* [YOUR OBJECTIVE]:
Check each line of the data below for the word "Träning". How many lines have it? Answer with the number alone.

☆ ☆ ☆ ☆ ☆ ☆ ☆

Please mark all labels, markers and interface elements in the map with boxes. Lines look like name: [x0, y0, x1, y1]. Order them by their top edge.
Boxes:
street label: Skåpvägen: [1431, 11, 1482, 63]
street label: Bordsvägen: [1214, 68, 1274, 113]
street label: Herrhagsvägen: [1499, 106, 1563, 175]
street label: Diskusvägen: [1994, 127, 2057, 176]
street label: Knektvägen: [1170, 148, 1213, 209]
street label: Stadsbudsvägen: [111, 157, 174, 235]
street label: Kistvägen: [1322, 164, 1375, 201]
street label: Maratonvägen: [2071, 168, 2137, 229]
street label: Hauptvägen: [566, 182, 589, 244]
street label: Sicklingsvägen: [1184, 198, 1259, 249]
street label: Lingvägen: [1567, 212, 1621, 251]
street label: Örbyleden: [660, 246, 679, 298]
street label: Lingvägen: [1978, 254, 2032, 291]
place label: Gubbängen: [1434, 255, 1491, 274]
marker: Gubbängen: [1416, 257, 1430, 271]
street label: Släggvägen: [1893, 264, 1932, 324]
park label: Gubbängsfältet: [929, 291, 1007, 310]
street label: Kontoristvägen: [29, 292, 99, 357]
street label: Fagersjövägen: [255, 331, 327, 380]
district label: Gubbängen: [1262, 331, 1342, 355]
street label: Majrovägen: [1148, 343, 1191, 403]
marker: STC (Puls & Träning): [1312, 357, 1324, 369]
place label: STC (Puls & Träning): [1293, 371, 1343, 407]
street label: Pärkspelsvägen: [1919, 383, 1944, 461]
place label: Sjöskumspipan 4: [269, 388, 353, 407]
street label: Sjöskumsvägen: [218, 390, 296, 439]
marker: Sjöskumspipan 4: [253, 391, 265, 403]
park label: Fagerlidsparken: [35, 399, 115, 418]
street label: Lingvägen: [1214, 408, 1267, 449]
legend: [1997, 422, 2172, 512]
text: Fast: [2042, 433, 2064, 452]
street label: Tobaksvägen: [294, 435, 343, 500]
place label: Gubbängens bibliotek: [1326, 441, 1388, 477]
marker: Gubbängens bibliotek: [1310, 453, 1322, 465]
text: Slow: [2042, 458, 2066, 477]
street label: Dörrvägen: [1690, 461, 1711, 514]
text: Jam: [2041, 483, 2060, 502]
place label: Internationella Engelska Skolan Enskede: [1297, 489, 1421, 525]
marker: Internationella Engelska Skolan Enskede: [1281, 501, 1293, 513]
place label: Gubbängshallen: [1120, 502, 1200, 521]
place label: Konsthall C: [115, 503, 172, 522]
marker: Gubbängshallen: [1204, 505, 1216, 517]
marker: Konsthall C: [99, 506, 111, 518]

☆ ☆ ☆ ☆ ☆ ☆ ☆

* [SOLUTION TO THIS TASK]:
2